Specific changes in approach
A number of specific changes were proposed by the BBC Executive which the Trust has endorsed:
As part of Controller Online's engagement with industry, BBC Learning will hold meetings with companies with a specific interest in learning content. These meetings will be held twice a year alongside (i.e. approximately at the same time as) Controller Online's general Open Days, and will be open to all interested businesses. The meetings will allow BBC Learning to discuss its performance over the previous period (e.g. sharing market research data) and its headline plans for the coming period. BBC Learning will publicise the meetings in advance on relevant parts of bbc.co.uk.
In addition, Learning will have a specialist presence at Knowledge commissioning meetings for independents (again, starting in 2010 after the completion of the strategic assessment). These take place three times a year and focus solely on content commissioning.
Management will include each year in the Statement of Programme Policy for BBC Online the key challenges and priorities for online formal learning, distinguishing between priorities for under-19s and other users. At the same time, BBC Learning will publish online more detail on what this means for the development of elements of the portfolio in the coming year, and any opportunities for partnership which might exist around these.
Before the beginning of each financial year, BBC Learning will publish online:
A breakdown of the headline Online Formal Learning Annex budget into (a) spend on under-19s elements and (b) adult and other formal learning spending plans;
A comparison between these two figures and projected outturn in the previous year;
An indication of the broad areas across which any planned increase, or significant reallocation, in the spend for under-19s formal learning will be targeted.
BBC Learning will also publish audited figures for spend outturn after the end of each financial year, possibly at the same time as the publication of the Annual Report and Accounts.

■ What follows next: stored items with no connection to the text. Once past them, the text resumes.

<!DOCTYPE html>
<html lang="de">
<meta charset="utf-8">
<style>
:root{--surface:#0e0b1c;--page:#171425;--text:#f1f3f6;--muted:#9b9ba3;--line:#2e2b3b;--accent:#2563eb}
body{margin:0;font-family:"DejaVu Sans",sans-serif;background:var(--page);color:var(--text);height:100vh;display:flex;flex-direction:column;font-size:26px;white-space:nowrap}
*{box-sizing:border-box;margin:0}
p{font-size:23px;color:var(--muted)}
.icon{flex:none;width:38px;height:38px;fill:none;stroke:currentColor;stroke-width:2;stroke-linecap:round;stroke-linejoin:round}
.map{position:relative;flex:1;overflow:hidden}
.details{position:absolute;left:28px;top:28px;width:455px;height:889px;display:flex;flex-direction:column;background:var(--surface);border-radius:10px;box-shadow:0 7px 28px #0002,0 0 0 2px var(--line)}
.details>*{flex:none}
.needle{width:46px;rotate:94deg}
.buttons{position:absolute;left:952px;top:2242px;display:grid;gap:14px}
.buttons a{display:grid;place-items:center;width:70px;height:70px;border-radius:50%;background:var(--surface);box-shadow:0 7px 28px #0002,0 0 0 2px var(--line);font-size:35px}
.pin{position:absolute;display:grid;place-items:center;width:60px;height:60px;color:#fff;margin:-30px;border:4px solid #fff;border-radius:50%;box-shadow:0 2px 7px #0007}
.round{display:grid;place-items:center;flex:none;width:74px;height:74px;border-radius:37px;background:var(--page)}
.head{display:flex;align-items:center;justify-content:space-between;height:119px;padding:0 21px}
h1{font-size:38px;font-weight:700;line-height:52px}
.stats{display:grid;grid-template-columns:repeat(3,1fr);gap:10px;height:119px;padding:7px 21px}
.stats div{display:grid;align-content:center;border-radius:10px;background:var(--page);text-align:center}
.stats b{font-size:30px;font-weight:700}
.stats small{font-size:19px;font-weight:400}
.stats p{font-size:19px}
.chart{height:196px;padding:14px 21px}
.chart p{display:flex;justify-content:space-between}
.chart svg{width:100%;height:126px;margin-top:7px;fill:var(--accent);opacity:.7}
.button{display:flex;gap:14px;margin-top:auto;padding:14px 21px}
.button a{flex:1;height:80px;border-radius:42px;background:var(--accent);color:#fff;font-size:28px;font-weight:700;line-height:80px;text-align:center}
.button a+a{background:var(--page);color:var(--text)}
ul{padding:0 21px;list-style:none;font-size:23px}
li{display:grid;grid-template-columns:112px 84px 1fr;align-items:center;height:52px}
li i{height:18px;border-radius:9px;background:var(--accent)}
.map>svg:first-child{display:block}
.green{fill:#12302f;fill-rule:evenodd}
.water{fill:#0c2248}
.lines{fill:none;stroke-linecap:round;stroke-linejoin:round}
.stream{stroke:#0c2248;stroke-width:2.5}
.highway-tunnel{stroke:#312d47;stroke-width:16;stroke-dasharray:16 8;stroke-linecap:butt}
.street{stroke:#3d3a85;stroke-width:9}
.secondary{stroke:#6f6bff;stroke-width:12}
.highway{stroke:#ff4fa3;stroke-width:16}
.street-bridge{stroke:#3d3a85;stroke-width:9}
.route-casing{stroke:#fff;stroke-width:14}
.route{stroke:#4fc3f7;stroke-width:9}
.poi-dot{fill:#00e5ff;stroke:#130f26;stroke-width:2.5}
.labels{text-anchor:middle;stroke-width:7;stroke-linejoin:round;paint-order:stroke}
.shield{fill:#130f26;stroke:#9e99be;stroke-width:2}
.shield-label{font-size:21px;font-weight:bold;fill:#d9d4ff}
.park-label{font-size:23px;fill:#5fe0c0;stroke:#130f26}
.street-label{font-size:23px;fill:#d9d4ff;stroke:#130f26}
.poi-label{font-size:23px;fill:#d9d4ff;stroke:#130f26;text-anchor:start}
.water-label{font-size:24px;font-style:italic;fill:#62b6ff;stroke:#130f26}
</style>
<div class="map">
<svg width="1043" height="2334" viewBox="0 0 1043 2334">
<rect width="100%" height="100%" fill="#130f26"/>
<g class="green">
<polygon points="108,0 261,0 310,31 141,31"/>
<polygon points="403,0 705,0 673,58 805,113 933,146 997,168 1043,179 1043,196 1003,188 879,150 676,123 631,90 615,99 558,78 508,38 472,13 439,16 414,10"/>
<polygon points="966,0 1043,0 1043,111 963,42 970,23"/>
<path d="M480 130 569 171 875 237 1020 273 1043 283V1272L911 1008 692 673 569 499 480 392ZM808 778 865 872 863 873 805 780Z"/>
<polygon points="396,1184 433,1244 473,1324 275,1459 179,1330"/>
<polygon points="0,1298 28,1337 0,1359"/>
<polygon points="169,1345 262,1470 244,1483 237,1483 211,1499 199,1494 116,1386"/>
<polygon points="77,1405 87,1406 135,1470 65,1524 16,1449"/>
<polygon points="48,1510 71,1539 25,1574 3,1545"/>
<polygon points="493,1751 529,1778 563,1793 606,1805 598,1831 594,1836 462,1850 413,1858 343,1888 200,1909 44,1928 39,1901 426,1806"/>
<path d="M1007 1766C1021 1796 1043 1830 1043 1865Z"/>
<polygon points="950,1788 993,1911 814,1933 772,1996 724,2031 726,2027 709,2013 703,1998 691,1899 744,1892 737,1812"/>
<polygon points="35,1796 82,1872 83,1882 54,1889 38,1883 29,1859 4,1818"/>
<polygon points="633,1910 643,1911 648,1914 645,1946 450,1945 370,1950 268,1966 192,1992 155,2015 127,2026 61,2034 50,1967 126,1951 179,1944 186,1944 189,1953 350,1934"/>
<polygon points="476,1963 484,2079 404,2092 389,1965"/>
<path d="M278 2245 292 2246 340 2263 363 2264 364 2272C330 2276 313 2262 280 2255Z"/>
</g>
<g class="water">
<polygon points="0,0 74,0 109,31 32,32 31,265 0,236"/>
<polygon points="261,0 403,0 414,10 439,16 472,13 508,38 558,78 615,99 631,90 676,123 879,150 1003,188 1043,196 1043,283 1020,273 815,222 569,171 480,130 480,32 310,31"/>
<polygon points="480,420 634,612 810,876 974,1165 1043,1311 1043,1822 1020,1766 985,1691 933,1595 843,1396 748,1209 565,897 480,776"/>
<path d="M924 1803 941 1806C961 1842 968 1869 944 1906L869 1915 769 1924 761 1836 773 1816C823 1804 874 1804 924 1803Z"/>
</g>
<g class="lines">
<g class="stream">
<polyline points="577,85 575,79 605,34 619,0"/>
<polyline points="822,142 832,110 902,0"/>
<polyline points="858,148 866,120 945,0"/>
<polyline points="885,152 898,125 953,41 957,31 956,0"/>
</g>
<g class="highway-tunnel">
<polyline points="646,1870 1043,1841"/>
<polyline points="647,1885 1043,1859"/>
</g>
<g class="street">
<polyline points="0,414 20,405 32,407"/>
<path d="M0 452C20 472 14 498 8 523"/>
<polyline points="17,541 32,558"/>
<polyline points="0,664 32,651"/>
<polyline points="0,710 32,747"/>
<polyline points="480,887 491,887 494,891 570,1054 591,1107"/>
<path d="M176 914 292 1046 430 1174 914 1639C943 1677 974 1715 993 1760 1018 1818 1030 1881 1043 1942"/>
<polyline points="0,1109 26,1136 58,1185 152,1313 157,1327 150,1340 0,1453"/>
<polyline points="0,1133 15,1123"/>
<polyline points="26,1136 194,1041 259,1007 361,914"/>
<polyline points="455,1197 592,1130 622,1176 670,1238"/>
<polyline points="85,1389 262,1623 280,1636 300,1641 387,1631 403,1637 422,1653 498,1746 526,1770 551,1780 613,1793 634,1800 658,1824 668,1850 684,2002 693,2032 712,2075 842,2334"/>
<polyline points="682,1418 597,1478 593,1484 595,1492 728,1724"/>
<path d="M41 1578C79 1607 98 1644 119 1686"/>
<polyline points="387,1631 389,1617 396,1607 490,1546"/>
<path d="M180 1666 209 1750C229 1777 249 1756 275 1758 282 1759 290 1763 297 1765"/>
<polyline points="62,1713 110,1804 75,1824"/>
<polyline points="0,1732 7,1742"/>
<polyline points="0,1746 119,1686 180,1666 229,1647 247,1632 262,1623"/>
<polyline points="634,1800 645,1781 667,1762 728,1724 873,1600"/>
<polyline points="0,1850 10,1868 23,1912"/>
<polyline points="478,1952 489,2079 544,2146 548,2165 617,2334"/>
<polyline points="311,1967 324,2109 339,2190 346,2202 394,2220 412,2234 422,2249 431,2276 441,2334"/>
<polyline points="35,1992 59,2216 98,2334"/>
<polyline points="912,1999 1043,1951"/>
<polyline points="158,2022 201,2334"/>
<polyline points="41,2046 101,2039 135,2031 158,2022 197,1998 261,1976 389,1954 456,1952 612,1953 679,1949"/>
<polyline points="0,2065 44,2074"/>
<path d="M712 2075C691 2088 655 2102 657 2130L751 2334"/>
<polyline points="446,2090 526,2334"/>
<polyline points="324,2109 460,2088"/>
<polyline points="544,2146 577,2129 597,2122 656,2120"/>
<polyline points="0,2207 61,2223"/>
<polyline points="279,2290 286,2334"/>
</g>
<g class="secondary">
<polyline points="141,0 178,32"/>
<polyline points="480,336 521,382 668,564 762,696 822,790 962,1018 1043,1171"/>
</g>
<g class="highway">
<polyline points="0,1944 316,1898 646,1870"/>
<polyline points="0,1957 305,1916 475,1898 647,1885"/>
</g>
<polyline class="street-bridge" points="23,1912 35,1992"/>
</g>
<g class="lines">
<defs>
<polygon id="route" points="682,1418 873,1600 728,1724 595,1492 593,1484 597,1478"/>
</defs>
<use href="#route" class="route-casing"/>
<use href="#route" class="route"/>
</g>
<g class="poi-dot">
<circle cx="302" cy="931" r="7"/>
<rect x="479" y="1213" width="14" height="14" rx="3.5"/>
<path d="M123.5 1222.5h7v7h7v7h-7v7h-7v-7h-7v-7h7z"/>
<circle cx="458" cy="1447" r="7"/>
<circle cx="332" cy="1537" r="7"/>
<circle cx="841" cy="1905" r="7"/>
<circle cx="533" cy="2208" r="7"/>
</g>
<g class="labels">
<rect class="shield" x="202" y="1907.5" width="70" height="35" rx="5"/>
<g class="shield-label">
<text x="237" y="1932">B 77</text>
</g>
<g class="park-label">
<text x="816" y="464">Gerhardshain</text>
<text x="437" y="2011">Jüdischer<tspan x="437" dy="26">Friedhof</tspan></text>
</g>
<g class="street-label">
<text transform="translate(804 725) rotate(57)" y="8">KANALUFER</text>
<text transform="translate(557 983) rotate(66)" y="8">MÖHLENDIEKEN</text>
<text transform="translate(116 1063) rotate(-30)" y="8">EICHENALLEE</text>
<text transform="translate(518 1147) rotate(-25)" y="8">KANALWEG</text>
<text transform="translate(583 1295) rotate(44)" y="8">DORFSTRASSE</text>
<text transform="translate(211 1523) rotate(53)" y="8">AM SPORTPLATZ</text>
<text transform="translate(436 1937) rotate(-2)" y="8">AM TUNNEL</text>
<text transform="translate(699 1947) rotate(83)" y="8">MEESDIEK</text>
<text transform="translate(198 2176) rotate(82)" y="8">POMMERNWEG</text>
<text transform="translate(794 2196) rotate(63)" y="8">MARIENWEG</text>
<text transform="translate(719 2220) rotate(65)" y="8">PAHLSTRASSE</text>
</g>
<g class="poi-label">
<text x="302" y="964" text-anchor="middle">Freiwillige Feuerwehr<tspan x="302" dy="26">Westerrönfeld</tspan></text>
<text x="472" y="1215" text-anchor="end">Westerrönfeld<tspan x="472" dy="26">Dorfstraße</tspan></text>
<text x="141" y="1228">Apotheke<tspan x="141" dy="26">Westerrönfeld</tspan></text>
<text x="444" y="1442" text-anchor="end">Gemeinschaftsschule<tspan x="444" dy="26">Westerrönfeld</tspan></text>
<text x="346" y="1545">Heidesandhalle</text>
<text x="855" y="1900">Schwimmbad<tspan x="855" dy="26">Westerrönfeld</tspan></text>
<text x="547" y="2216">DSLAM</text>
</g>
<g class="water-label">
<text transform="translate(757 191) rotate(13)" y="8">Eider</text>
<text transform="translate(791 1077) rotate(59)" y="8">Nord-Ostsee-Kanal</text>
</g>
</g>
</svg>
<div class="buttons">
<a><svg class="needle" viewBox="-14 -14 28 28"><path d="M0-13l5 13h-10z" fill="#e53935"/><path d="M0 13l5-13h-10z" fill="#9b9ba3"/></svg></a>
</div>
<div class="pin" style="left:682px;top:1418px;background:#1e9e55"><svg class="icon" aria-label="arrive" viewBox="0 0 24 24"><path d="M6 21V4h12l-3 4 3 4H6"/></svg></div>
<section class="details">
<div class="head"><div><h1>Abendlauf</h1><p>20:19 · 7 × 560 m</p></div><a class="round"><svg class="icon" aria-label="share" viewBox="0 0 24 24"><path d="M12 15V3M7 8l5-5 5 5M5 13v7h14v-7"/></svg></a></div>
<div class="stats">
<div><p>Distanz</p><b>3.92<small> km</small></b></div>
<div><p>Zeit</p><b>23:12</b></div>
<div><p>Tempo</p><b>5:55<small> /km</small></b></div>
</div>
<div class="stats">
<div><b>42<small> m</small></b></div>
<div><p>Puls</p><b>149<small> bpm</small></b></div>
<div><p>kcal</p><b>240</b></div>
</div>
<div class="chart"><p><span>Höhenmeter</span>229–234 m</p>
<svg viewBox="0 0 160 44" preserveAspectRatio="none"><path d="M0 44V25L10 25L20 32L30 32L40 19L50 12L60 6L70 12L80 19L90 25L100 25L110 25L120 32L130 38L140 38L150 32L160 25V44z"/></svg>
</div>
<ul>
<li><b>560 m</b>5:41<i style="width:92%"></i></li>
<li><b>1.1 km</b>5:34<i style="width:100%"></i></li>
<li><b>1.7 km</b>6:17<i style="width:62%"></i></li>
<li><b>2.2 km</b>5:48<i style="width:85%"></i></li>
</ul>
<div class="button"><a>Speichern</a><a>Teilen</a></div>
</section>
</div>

BBC Learning will make much more of their research data – both market and academic – publicly available. This will be planned in discussion with the BBC's Media, Communications & Audiences department, who are looking at creating a portal for sharing research and performance data more widely. The intention from Learning would to provide information which could form the basis of discussion at the twice-yearly industry meetings.
BBC Learning will seek opportunities for joint working with others in the industry, where appropriate (and beyond, of course, independent content commissioning which is a separate and continuing stream of activity). Learning will tie this in with BBC Online's broader approach to developing a new supply strategy. There may, however, be other Learning-specific areas of joint working. For example, there could be potential for collaboration over academic research into the effectiveness of interactive learning resources on children's motivation and educational achievement, an area where the BBC believes there are gaps in knowledge and where research could deliver public value.
We expect the objectives of engagement and the specific changes to be made as a result to be developed as discussions with industry progress and it becomes clearer how best the BBC can take forward its relationships with different parts of the industry.
The BBC has sought to address a very specific set of circumstances in formal learning with a tailored response. While the ongoing Strategic Review will limit what can take place over the next few months, in the long term we expect that these measures will address the issues raised around communication and engagement.
In light of both the Trust Unit's competitive impact assessment and the proposals agreed with the Executive around engagement with industry, we now consider our work around BESA's complaint to be complete.